### WHAT IS REQUIRED
Please output exactly the lines of the material from the first through the line containing "For a GIS import: Transcribe", and nothing more.
#### RECORDED DATA ####
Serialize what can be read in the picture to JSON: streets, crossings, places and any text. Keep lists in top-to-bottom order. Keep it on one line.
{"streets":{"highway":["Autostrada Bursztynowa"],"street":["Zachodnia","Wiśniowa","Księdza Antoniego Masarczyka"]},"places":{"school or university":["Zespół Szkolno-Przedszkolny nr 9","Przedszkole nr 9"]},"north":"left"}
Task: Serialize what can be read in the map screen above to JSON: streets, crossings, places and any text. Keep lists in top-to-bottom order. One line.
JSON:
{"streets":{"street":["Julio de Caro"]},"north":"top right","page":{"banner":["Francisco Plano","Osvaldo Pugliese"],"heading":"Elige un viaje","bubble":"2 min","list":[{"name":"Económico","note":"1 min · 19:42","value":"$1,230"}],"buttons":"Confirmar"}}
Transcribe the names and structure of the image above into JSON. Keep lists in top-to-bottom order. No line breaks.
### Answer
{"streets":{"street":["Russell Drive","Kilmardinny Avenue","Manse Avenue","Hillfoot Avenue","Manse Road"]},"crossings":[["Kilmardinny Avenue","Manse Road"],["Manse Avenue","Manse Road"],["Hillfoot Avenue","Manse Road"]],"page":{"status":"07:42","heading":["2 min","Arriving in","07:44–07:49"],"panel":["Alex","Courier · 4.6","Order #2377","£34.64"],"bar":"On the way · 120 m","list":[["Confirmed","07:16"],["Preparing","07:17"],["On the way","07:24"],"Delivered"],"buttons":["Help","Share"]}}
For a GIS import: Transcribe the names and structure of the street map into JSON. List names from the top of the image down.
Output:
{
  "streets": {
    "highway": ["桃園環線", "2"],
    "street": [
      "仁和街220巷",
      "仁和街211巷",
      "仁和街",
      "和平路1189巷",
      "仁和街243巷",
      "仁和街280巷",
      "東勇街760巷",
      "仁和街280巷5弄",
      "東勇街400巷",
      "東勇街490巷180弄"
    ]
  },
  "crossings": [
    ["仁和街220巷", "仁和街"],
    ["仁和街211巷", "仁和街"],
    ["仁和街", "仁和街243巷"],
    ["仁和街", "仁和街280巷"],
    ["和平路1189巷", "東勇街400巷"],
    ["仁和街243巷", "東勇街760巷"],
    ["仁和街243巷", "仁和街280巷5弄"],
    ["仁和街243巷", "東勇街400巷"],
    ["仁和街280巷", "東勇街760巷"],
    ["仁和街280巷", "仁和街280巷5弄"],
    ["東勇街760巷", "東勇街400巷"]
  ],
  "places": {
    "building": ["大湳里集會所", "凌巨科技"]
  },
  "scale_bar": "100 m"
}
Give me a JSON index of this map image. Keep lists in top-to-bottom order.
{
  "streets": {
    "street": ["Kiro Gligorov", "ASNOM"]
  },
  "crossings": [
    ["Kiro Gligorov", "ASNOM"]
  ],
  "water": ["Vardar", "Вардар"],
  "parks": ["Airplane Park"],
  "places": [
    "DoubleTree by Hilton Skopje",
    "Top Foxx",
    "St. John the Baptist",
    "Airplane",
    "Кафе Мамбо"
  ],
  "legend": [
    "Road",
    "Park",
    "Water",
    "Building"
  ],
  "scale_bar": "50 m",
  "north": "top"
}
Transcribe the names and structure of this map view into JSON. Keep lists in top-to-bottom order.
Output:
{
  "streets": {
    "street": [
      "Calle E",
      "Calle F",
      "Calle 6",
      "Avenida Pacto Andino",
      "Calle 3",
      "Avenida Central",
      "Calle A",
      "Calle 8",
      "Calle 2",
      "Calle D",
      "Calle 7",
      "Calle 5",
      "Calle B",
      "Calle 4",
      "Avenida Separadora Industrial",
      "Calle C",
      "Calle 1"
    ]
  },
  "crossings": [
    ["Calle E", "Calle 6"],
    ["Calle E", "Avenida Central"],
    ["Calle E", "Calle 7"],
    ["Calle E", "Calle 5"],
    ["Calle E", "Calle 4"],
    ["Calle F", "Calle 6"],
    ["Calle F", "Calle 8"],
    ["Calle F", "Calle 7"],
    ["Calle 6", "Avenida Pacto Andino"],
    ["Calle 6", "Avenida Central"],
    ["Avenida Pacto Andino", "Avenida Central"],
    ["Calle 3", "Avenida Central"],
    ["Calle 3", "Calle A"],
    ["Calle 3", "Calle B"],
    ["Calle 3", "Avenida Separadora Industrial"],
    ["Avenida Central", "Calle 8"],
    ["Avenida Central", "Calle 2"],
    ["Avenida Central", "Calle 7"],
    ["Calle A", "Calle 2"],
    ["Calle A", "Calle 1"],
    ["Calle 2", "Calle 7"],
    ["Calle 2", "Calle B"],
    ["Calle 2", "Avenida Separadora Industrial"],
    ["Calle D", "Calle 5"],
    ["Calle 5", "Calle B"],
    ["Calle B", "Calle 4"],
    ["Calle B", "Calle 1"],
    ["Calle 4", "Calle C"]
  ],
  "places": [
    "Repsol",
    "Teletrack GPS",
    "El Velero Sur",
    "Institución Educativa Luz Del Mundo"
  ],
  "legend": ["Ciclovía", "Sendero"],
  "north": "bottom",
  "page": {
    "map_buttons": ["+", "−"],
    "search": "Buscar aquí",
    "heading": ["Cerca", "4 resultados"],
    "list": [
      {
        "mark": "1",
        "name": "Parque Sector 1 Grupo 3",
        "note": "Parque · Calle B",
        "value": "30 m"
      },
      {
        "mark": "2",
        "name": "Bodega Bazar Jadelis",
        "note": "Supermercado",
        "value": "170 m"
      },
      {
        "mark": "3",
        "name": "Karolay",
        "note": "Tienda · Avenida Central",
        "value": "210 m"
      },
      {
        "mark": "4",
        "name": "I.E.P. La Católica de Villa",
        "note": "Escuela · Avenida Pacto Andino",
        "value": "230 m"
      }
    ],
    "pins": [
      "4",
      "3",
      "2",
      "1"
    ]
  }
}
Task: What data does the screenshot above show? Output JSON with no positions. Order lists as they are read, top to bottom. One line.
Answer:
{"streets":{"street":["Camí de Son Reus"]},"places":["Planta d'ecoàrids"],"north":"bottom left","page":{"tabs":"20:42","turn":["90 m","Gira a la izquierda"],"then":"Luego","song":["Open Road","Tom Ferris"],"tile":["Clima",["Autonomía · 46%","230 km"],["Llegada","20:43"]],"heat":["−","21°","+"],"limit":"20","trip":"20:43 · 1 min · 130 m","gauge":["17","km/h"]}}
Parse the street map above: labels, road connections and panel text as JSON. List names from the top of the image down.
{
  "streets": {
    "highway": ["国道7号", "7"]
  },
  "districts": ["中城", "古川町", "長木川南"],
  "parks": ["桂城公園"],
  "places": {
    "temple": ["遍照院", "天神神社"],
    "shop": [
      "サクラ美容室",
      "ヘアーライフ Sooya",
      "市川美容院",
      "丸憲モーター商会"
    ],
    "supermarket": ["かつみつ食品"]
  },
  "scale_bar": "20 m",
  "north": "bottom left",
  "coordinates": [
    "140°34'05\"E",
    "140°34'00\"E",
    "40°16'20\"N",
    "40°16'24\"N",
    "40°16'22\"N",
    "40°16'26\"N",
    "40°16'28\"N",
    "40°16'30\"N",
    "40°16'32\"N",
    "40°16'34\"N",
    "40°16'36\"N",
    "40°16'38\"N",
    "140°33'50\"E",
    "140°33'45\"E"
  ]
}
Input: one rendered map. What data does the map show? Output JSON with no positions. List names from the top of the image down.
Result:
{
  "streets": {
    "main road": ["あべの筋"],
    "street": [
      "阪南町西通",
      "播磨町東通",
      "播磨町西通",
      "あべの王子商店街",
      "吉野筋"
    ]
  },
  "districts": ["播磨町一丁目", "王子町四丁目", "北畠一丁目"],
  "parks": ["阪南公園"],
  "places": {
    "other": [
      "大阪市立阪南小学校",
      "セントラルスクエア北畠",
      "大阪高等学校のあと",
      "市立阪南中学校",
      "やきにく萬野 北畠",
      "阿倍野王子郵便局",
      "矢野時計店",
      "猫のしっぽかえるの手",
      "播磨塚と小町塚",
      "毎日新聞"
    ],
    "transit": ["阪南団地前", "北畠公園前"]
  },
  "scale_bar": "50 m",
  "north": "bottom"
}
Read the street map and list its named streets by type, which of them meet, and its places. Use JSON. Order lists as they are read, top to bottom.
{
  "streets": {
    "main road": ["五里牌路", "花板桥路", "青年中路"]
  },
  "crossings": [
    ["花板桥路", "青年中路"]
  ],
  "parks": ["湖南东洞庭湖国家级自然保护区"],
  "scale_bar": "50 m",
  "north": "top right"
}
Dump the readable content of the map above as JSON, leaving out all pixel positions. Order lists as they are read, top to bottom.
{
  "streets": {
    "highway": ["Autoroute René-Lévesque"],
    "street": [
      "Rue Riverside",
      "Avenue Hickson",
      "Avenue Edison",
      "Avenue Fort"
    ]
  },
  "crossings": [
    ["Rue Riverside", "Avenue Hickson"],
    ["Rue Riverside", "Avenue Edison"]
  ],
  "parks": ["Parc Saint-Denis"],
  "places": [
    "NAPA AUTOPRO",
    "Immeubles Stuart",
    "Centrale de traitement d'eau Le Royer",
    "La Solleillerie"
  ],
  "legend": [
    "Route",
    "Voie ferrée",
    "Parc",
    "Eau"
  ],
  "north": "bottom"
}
####
### TASK SOLUTION
Serialize what can be read in the picture to JSON: streets, crossings, places and any text. Keep lists in top-to-bottom order. Keep it on one line.
{"streets":{"highway":["Autostrada Bursztynowa"],"street":["Zachodnia","Wiśniowa","Księdza Antoniego Masarczyka"]},"places":{"school or university":["Zespół Szkolno-Przedszkolny nr 9","Przedszkole nr 9"]},"north":"left"}
Task: Serialize what can be read in the map screen above to JSON: streets, crossings, places and any text. Keep lists in top-to-bottom order. One line.
JSON:
{"streets":{"street":["Julio de Caro"]},"north":"top right","page":{"banner":["Francisco Plano","Osvaldo Pugliese"],"heading":"Elige un viaje","bubble":"2 min","list":[{"name":"Económico","note":"1 min · 19:42","value":"$1,230"}],"buttons":"Confirmar"}}
Transcribe the names and structure of the image above into JSON. Keep lists in top-to-bottom order. No line breaks.
### Answer
{"streets":{"street":["Russell Drive","Kilmardinny Avenue","Manse Avenue","Hillfoot Avenue","Manse Road"]},"crossings":[["Kilmardinny Avenue","Manse Road"],["Manse Avenue","Manse Road"],["Hillfoot Avenue","Manse Road"]],"page":{"status":"07:42","heading":["2 min","Arriving in","07:44–07:49"],"panel":["Alex","Courier · 4.6","Order #2377","£34.64"],"bar":"On the way · 120 m","list":[["Confirmed","07:16"],["Preparing","07:17"],["On the way","07:24"],"Delivered"],"buttons":["Help","Share"]}}
For a GIS import: Transcribe the names and structure of the street map into JSON. List names from the top of the image down.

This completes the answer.